Witnesses Changing Their Deposition Answers After the Deposition – Oh, It Happens

Few attorneys would even think of submitting an after-the-fact errata sheet that substantively changes, rewrites, or contradicts answers given during an interpreted deposition under oath. However, it does occur, and the relevant court rules in many jurisdictions allow for such errata sheet changes.

For example, in the Texas case of Texaco, Inc. v. Pursley, the court allowed the defendant to make over 100 changes to his deposition testimony. The court ultimately provided the jury in that case with both the original oral deposition testimony, and the corrected answers. Then, the jury was left to decide the credibility of the witness and which version, if either, should be believed.

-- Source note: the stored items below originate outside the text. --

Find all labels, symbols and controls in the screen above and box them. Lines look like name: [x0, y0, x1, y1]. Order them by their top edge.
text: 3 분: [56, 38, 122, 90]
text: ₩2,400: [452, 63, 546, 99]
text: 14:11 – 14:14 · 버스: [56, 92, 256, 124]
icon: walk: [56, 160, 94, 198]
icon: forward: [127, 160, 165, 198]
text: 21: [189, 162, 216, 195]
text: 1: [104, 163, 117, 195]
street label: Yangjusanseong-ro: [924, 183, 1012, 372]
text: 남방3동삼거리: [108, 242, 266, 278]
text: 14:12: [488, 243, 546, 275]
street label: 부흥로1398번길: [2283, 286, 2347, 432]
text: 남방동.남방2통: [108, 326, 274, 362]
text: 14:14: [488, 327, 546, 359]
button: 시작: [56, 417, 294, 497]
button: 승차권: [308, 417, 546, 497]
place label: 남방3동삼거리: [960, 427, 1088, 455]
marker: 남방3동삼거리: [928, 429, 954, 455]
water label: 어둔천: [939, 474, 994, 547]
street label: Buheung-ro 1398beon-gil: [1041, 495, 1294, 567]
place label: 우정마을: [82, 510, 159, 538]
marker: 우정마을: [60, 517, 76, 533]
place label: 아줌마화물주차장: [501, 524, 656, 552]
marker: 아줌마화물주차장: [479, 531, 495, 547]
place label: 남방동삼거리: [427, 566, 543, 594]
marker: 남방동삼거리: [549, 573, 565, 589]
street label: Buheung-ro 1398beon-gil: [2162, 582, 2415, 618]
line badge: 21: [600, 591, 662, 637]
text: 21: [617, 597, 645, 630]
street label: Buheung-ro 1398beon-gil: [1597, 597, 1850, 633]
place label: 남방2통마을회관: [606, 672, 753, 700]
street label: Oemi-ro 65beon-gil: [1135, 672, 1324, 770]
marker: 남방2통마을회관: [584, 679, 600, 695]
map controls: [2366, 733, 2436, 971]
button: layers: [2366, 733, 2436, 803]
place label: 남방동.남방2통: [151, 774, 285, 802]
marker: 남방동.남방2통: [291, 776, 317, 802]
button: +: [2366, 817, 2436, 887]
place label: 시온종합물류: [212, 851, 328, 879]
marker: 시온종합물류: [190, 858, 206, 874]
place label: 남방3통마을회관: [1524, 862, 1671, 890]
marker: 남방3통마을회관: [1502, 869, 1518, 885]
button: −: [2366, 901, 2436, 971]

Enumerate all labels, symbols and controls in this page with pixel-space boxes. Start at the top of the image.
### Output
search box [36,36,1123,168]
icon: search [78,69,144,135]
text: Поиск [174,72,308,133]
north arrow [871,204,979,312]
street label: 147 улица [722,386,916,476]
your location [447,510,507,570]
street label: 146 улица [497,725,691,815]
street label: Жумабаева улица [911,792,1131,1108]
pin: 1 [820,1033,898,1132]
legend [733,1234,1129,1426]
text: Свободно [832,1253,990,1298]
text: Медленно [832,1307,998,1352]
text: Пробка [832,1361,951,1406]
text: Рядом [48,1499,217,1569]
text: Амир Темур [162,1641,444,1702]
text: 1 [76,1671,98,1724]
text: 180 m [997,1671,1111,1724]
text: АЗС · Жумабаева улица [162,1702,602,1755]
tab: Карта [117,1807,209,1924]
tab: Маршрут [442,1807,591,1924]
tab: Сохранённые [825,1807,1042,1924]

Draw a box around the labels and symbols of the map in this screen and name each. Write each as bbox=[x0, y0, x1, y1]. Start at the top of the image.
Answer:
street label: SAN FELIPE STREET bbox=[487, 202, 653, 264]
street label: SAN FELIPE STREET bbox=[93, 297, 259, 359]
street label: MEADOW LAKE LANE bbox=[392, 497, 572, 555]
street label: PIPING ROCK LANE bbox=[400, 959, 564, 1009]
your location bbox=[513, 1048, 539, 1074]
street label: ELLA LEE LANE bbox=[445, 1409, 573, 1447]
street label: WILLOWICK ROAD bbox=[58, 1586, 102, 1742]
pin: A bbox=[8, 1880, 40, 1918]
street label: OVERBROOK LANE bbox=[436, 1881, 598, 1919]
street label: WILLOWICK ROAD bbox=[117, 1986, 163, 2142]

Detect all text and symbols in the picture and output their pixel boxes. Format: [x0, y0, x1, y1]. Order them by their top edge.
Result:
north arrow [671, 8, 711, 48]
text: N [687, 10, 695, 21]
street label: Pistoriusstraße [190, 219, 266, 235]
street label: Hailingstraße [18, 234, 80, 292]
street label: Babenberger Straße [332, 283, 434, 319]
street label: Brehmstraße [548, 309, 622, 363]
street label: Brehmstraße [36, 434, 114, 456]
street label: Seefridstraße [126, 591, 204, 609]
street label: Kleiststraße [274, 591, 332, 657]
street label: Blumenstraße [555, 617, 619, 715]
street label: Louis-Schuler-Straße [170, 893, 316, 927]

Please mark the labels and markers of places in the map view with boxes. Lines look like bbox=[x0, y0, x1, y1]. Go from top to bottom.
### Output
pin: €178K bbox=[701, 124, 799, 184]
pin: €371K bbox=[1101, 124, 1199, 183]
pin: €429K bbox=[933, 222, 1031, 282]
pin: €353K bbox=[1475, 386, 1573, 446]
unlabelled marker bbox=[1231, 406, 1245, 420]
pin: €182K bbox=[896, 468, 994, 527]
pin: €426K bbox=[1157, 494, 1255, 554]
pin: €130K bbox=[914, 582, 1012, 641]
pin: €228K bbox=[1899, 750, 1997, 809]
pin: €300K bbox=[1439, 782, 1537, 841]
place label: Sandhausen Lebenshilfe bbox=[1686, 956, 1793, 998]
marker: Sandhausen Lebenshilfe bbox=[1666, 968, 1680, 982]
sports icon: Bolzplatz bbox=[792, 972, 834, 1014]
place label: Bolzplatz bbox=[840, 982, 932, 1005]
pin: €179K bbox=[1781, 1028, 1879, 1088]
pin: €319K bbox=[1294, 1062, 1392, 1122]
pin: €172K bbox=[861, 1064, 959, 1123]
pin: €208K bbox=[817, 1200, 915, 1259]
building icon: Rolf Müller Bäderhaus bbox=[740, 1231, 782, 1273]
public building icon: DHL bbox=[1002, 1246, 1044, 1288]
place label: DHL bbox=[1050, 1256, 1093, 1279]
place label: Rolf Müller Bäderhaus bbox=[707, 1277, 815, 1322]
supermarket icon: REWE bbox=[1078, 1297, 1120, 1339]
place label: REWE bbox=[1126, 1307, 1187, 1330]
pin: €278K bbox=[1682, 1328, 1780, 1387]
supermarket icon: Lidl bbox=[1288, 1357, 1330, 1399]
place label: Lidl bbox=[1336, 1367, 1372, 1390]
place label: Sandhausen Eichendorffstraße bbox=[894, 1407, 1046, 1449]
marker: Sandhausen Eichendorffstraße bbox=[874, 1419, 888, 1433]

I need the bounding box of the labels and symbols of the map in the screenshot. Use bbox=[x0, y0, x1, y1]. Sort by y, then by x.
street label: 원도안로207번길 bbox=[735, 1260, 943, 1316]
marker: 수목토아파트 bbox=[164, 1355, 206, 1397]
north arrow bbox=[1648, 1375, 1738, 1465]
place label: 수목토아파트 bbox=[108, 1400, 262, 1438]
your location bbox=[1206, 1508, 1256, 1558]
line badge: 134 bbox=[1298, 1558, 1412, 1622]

In another Texas case, Gilcrease v. Hartford, a doctor gave a set of corrected answers after his sworn deposition. The corrected answers were completely contrary to the answers first given. The doctor stated that he was “very busy,” “worn out,” and “confused” during the deposition as a justification for the corrections. In that case, however, the court refused to allow the corrected answers to go before the jury. The appeals court, however, commented that the trial court should have allowed both sets to go before the jury.

Two Different Approaches to Substantive Deposition Testimony Changes

Federal Rule of Civil Procedure 30(e) is the model for many states’ rules on this issue. Specifically, Rule 30(e) provides that litigants can make “changes in form or substance” with regard to deposition testimony.

Of course, changes in “form” provide very few points of friction in a case. They usually amount to changes to correct misspellings, typos, and errors in transcription. Changes in “substance,” however, create serious litigation issues, and courts have generally taken two divergent approaches to the problem.

In fact, the two cases discussed above are good examples of the two divergent approaches. The first approach, exemplified by the Texaco case, is sometimes referred to as the “broad” or “textual” approach, because it has a broad reading of “substance.” Oftentimes, a broad reading will result in the court providing both original and corrected answers, leaving the credibility determination up to the fact finder.

The second approach, exemplified by the trial’s decision in the Gilcrease case, sometimes referred to as the “policy-based” or “narrow” approach, takes a very strict reading of errata sheets. This approach does not typically allow deposition witnesses to change what they said, what they meant, or what they wished they said.

Alleged Translation Errors Fall Somewhere in the Middle Between “Form” and “Substance”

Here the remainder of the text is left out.